The layering per se wasn’t a surprise, because automated tests are software, and software tends to organize into layers. But lately I’ve noticed a pattern. The layers in my automated tests center around four themes:

  • Test intentions
  • System responsibilities
  • Essential system interface
  • System implementation interface

Test intentions. Test names and suite names are the top layer in my automation. If I’ve named each test and suite well, the names express my test intentions. Reading through the test names, and seeing how they’re organized into suites, will give useful information about what I tested and why.

For example, in my article on “Writing Maintainable Automated Acceptance Tests” (PDF), I was writing tests for a system’s account creation feature, and specifically for the account creation’s responsibility to validate passwords. I ended up with these test names (see Listing 7):

  • Rejects passwords that omit required character types
  • Rejects passwords with bad lengths
  • Accepts minimum and maximum length passwords

In an excellent video followup to my article, Bob Martin organized his tests differently, using FitNesse. He grouped tests into two well-named suites, “Valid passwords” and “Invalid passwords.” Each suite includes a number of relevant example passwords, each described with a comment that expresses what makes the example interesting.

Every test tool that I’ve used offers at least one excellent way to express the intentions of each test. However expressed, those intentions become the top layer of my automated tests.

System responsibilities. A core reason for testing is to learn whether the system meets its responsibilities. As I refine my automation, refactoring it to express my intentions with precision, I end up naming specific system responsibilities directly.

In my article, I’m testing a specific pair of responsibilities: The account creation command must accept valid passwords and reject invalid ones. As I refactored the duplication out of my initial awkward tests, these responsibilities emerged clearly, expressed in the names of two new keywords: Accepts Password and Rejects Password. Listing 7 shows how my top-level tests build on these two keywords.

Essential system interface. By system interface, I mean the set of messages that the system sends and receives, whether initiated by users (e.g. commands sent to the system) or by the system (e.g. notifications sent to users).

By essential I mean independent of the technology used to implement the system. For example, the account creation feature must offer some way for a user to command the system to create an account, and it must include some way for the system to notify the user of the result of the command. This is true regardless of whether the system is implemented as a command line app, a web app, or a GUI app.

As I write and refine automated tests, I end up naming each of these essential messages somewhere in my code. In my article, Listing 2 defines two keywords. “Create Account” clearly identifies one message in the essential system interface. Though the other keyword, “Status Should Be,” is slightly less clear, it still suggests that the system emits a status in response to a command to create an account. (Perhaps there’s a better name that I haven’t thought of yet.) Listing 4 shows how the higher-level system responsibility keywords build upon these essential system interface keywords.

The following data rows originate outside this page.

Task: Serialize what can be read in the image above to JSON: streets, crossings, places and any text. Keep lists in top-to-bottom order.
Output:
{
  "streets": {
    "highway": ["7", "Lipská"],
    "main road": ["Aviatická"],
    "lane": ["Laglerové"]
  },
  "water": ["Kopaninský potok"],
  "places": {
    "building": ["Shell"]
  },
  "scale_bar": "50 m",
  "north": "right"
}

System implementation interface. The bottom layer (from the point of view of automating tests) is the system implementation interface. This is the interface through which our tests interact most directly with the system. Sometimes this interaction is direct, e.g. when Java code in our low-level test fixtures invoke Java methods in the system under test. Other times the interaction is indirect, through an intermediary tool, e.g. when we use Selenium to interact with a web app or FEST-Swing to interact with a Java Swing app.

In my article, I tested two different implementations of the account creation feature. The first was a command line application, which the tests invoked through the “Run” keyword, an intermediary built into Robot Framework. Listing 2 shows how the Create Account keyword builds on top of the Run keyword (though you’ll have to parse through the syntax junk to find it).

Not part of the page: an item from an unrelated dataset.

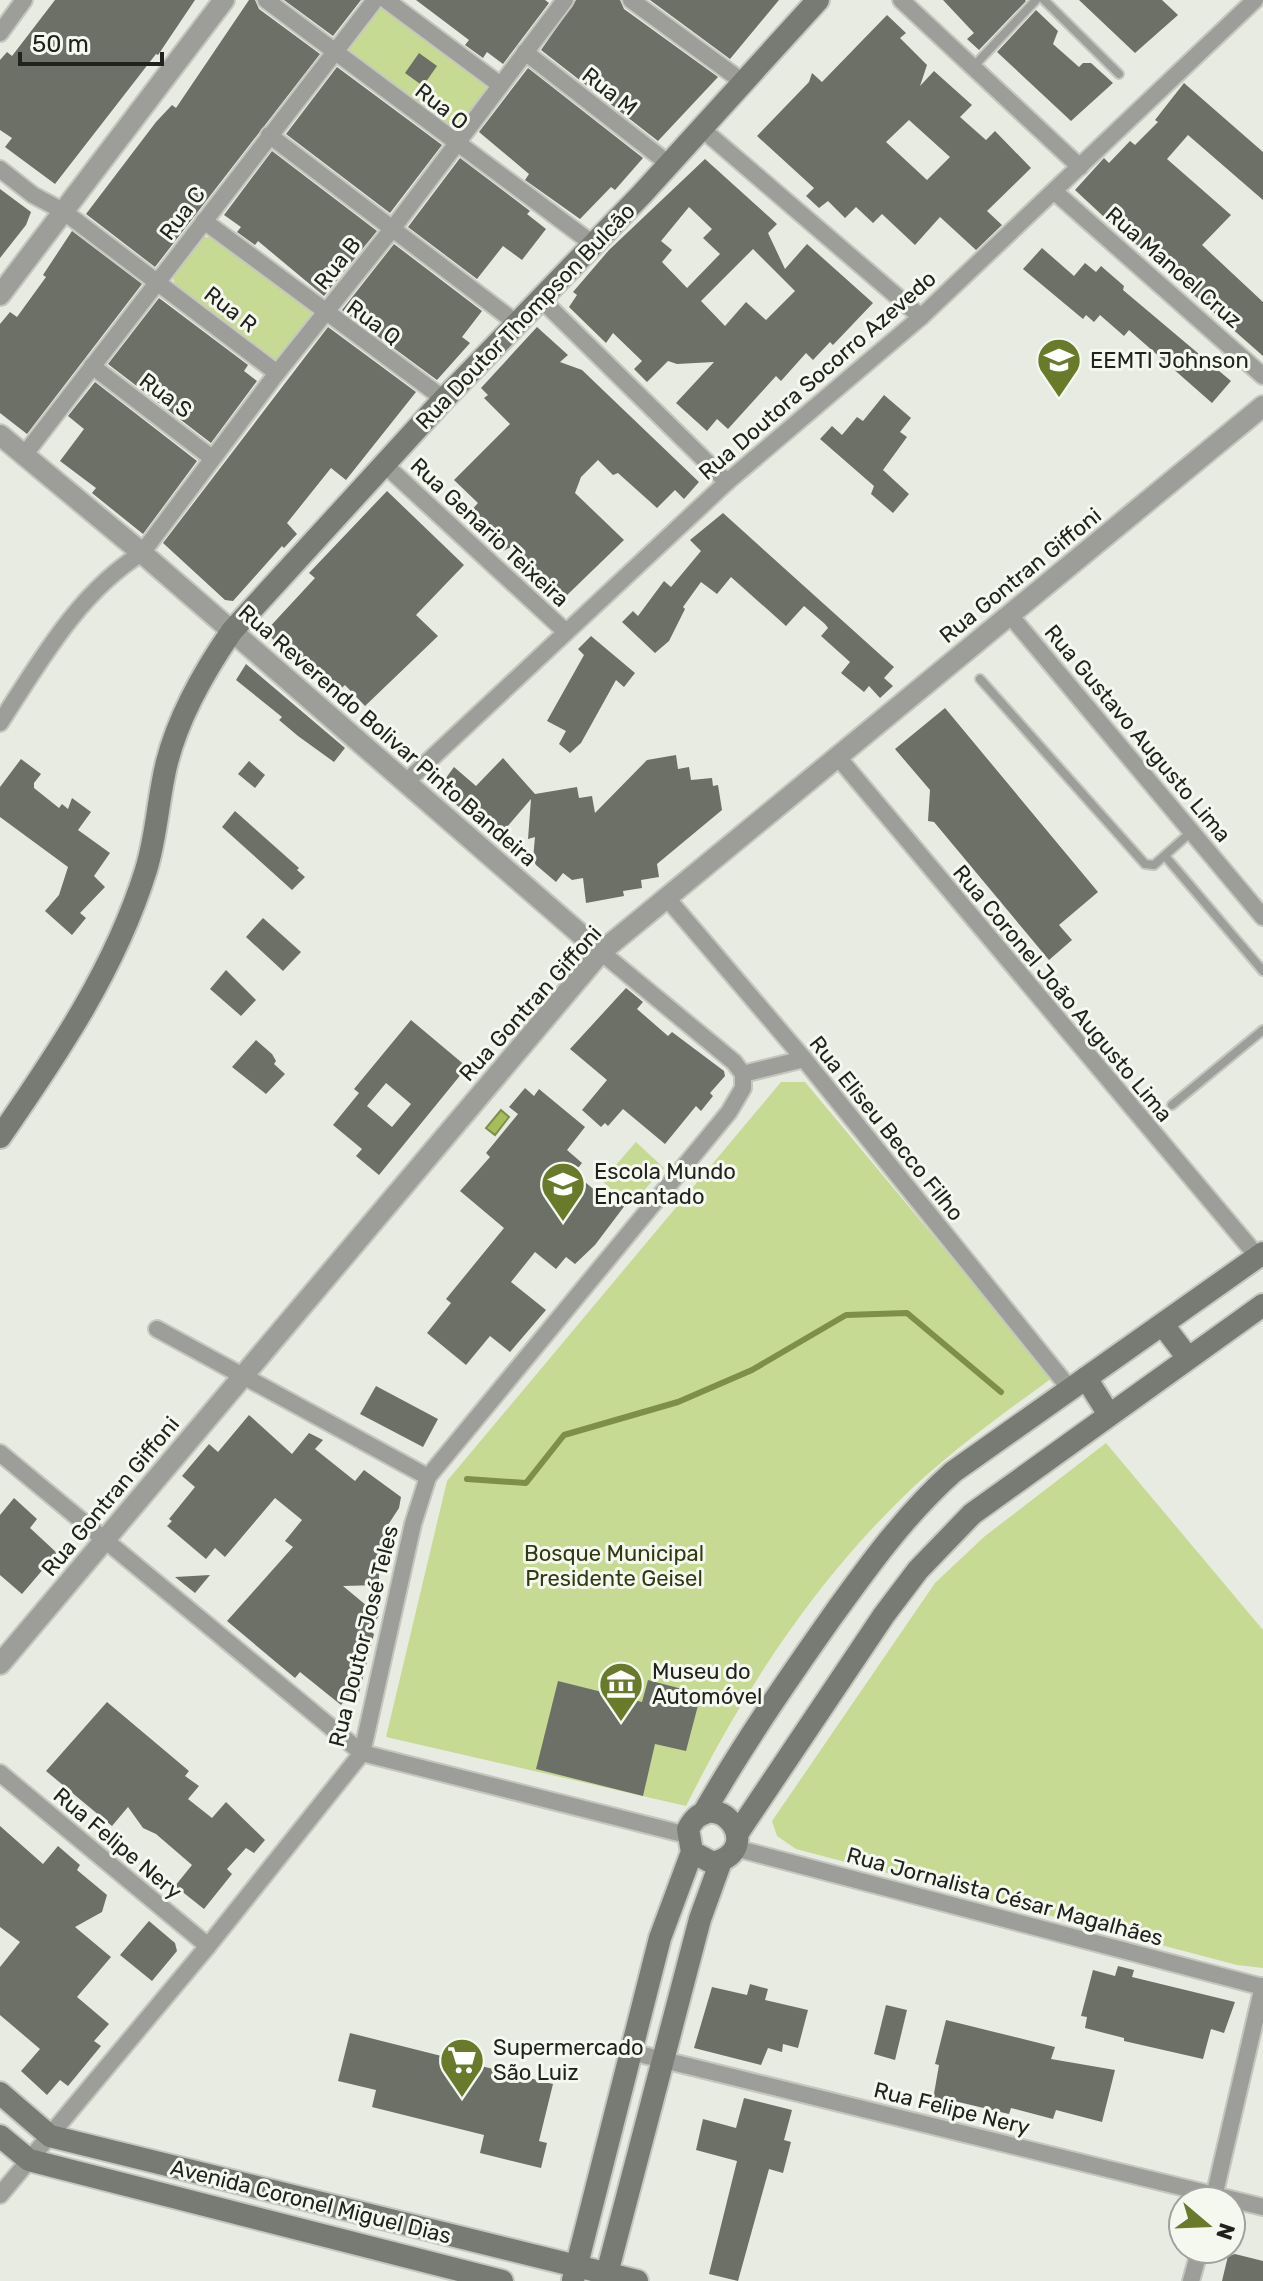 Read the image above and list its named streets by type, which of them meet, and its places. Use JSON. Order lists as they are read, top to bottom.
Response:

The second implementation was a web app, which the tests invoked through Robot Framework’s Selenium Library, an intermediary which itself interacts through Selenium, yet another intermediary. Listing 8 shows how the revised Create Account keyword builds on various keywords in the Selenium Library.

Translating Between Layers

Each chunk of test automation code translates an idea from one layer to the next lower layer. Listing 7 shows test ideas invoking system responsibilities. Listing 4 shows responsibilities invoking messages in the essential system interface. Listings 2 and 8 show how the essential system interface invokes two different system implementation interfaces.

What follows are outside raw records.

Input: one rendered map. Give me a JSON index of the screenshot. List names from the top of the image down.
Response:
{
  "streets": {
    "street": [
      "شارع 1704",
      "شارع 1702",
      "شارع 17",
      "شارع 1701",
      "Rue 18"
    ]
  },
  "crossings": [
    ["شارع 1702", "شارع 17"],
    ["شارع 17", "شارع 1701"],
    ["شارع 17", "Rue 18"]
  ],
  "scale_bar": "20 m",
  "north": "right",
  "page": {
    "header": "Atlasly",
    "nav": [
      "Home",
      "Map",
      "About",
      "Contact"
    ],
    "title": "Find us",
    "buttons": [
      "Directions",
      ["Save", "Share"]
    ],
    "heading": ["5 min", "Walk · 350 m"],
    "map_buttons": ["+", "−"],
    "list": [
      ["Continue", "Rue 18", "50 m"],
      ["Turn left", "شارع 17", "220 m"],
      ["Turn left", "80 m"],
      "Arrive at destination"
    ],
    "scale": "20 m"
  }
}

Each of the acceptance test tools I use allows you to build layers like this. In FitNesse, top-level tests expressed in test tables may invoke “scenarios,” which are themselves written in FitNesse tables. And scenarios may invoke lower-level scenarios. In Cucumber, top-level “scenarios” invoke “test steps,” which may themselves invoke lower-level test steps. In Twist, “test scenarios” invoke lower-level “concepts” and “contexts.” Each tool offers ways to build higher layers on top of lower layers, which build upon yet lower layers, until we reach the layer that interacts directly with the system we’re testing.

In the examples in my article, I chose to write all of my code in Robot Framework’s keyword-based test language. I defined each keyword entirely in terms of lower-level keywords. I could have chosen otherwise. At any layer, I could have translated from the keyword-based language to a more general purpose programming language such as Java, Ruby, or Python. The other tools I use offer a similar choice.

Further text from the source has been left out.